Budget 2025
Rachel Reeves’ second Budget will be published today after some weeks of leaks and u-turns.
Will it present any surprises or major tax moves?
Experts are united in agreeing that are many challenges the Chancellor faces.
Russ Mould, AJ Bell investment director, said: “Rachel Reeves will be approaching her second Budget with memories of the upset in financial markets caused by September 2022’s mini-Budget still fresh in her mind, but she also has to appease voters and consumers while sticking to manifesto promises on tax and international commitments to increase defence spending.”
Marc Acheson, global wealth specialist at Utmost Wealth Solutions, said: “The Budget is likely to include another significant round of additional tax increases such as a 'Mansion Tax' alongside potentially further tinkering with the Inheritance Tax (IHT) and Capital Gains Tax regimes that will fall on the wealthy.
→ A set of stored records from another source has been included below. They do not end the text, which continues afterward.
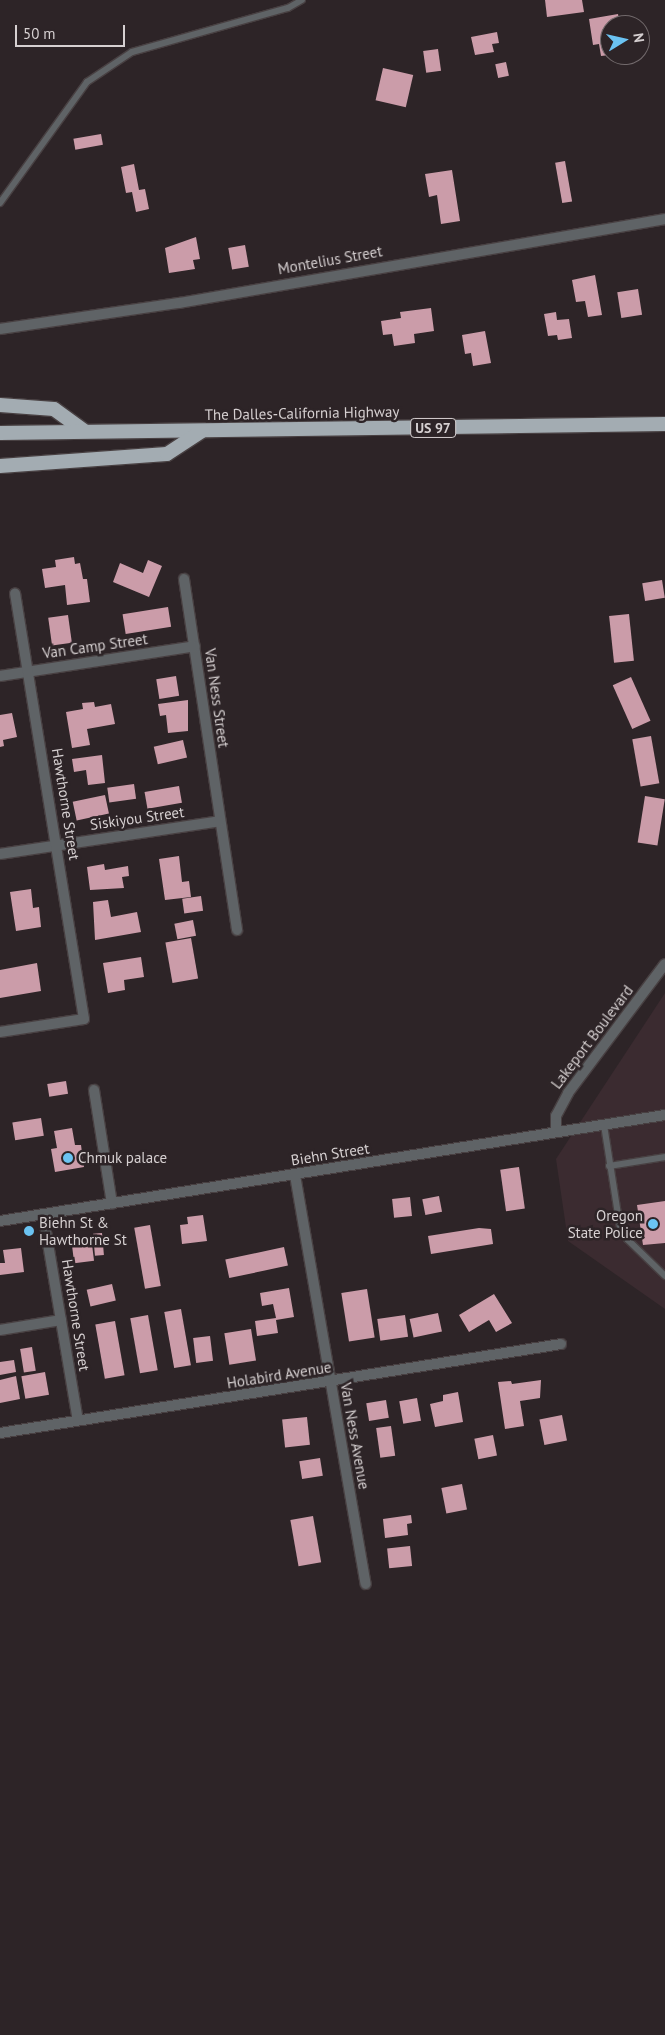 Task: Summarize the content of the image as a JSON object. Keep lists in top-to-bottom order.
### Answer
{
  "streets": {
    "highway": ["The Dalles-California Highway", "US 97"],
    "street": [
      "Montelius Street",
      "Van Camp Street",
      "Van Ness Street",
      "Hawthorne Street",
      "Siskiyou Street",
      "Lakeport Boulevard",
      "Biehn Street",
      "Holabird Avenue",
      "Van Ness Avenue"
    ]
  },
  "crossings": [
    ["Van Camp Street", "Van Ness Street"],
    ["Van Camp Street", "Hawthorne Street"],
    ["Van Ness Street", "Siskiyou Street"],
    ["Hawthorne Street", "Siskiyou Street"],
    ["Hawthorne Street", "Biehn Street"],
    ["Hawthorne Street", "Holabird Avenue"],
    ["Lakeport Boulevard", "Biehn Street"],
    ["Biehn Street", "Van Ness Avenue"],
    ["Holabird Avenue", "Van Ness Avenue"]
  ],
  "places": ["Chmuk palace", "Oregon State Police", "Biehn St & Hawthorne St"],
  "scale_bar": "50 m",
  "north": "right"
}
“Unfortunately, such measures do little to support the UK’s standing as a competitive and appealing jurisdiction for wealth.
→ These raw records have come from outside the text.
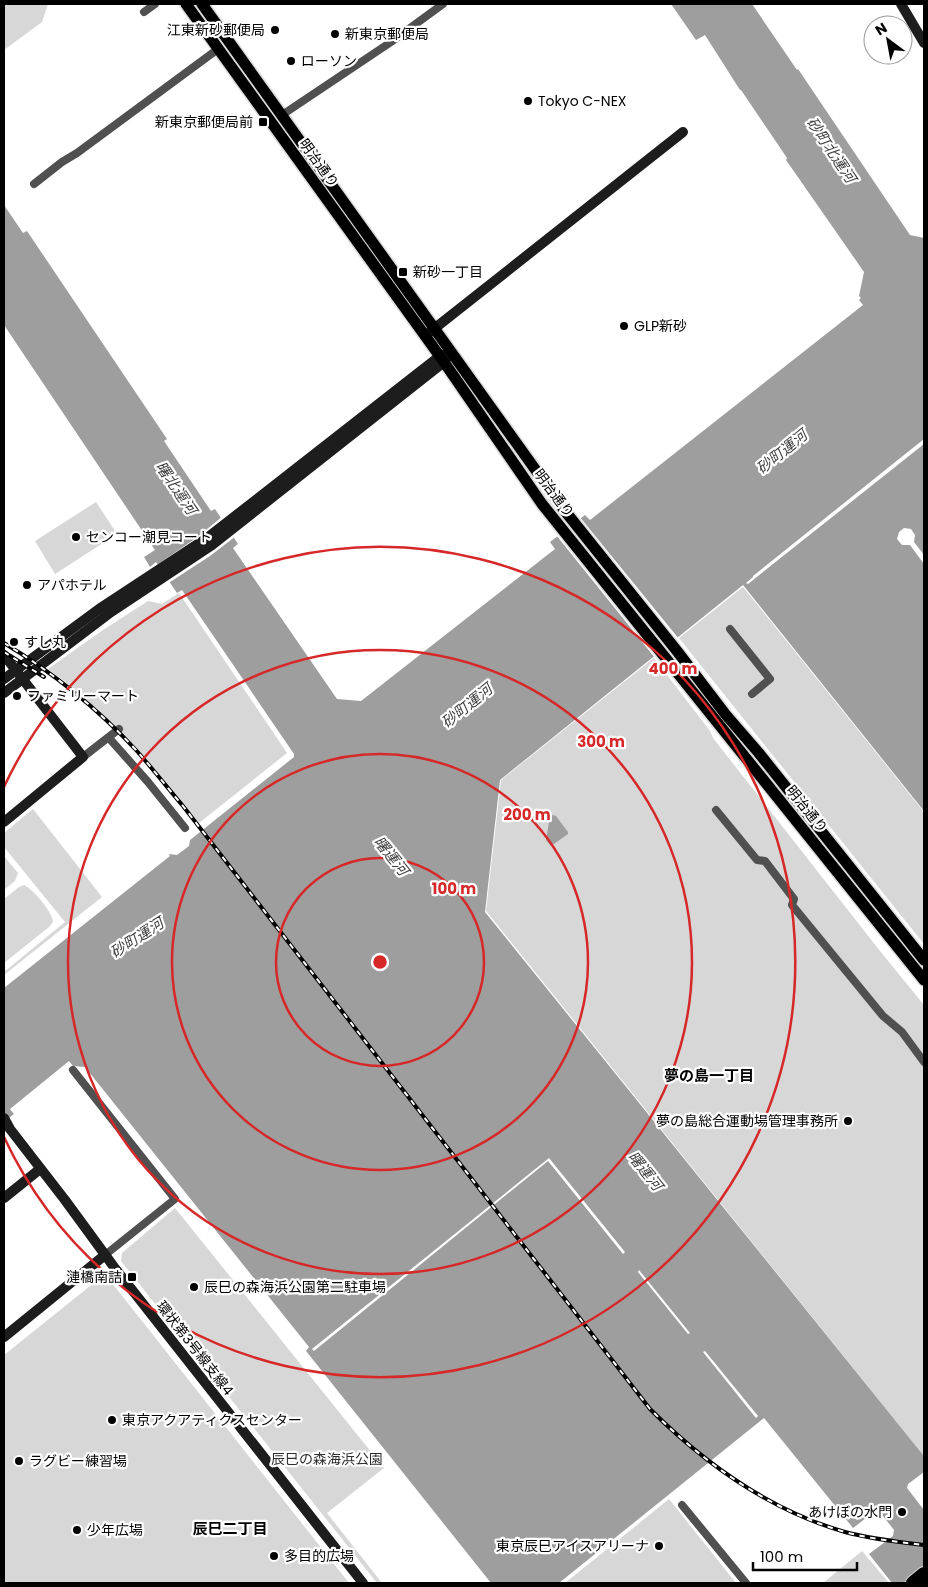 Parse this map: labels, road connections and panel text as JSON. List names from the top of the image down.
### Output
{
  "streets": {
    "main road": ["明治通り"],
    "street": ["環状第3号線支線4"]
  },
  "districts": ["夢の島一丁目", "辰巳二丁目"],
  "water": [
    "砂町北運河",
    "砂町運河",
    "曙北運河",
    "曙運河"
  ],
  "parks": ["辰巳の森海浜公園"],
  "places": {
    "other": [
      "江東新砂郵便局",
      "新東京郵便局",
      "ローソン",
      "Tokyo C-NEX",
      "GLP新砂",
      "センコー潮見コート",
      "アパホテル",
      "すし丸",
      "ファミリーマート",
      "夢の島総合運動場管理事務所",
      "辰巳の森海浜公園第二駐車場",
      "東京アクアティクスセンター",
      "ラグビー練習場",
      "あけぼの水門",
      "少年広場",
      "東京辰巳アイスアリーナ",
      "多目的広場"
    ],
    "transit": ["新東京郵便局前", "新砂一丁目", "漣橋南詰"]
  },
  "scale_bar": "100 m",
  "north": "top left",
  "rings": [
    "400 m",
    "300 m",
    "200 m",
    "100 m"
  ]
}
“With the country’s top 1% of taxpayers contributing to a third of all tax revenue, policymakers must work harder to stem the outflow of the wealth community and get the UK back to becoming an attractive destination for wealth. In the meantime, given the expected myriad of tax changes, we expect to see continued levels of high demand for financial advisers to support long-term Financial Planning.”
Nigel Green of deVere Group said Rachel Reeves won’t be forgiven by the public if she tinkers with inheritance tax allowances. He said: “Altering the thresholds now would trigger a backlash unlike anything the Treasury has faced in years.
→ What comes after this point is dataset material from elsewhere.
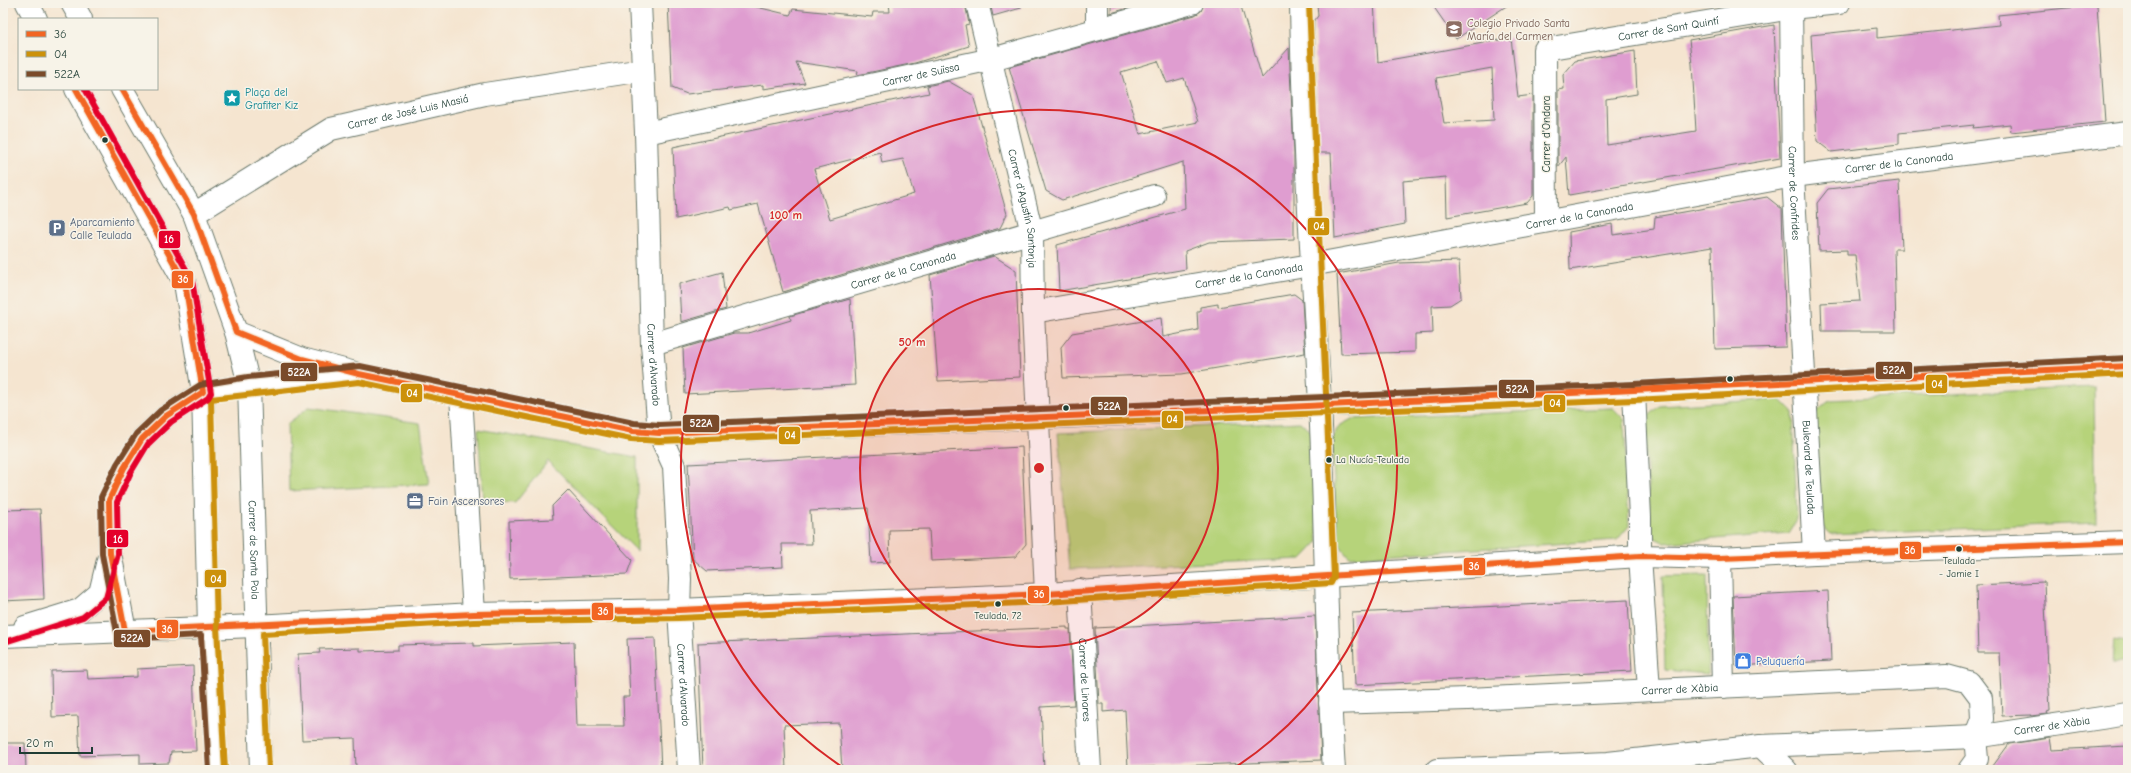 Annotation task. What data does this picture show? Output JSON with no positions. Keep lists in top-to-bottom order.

“Families across the UK are already stretched by frozen thresholds, rising asset values, and steadily increasing fiscal drag, and that any attempt to worsen the position would be a political and economic misjudgement of remarkable scale.
“Inheritance tax is already regarded as the most-hated tax in the country. People accept income tax. They accept VAT. They even tolerate capital gains tax. Yet they see inheritance tax as fundamentally unfair because it strikes after a lifetime of tax-paying. Reducing allowances would not simply annoy voters. It would infuriate them.”
Stephen Jones, global CIO at Aegon Asset Management, said long-term thinking will ultimately determine the UK’s success. He said: “The current fiscal projections and rules – which the government has chosen to follow over the next three to five years – are built on a foundation of assumptions. These assumptions, while necessary for modelling, create a false sense of certainty, deliver spurious accuracy.
“The fact is that the economic landscape is shaped by variables far beyond the reach of any single budget cycle or set of fiscal rules. In truth we are still in the foothills of dealing with the mountainous journey we chose on leaving the EU; in the foothills of looking at the impacts on enhanced AI technology on a service lead economy; and in the foothills of appreciating the life changing revolutions sweeping through medicine.
“By centring the narrative solely on short-term rule compliance, we risk missing the deeper, structural challenges that will define the UK’s future.”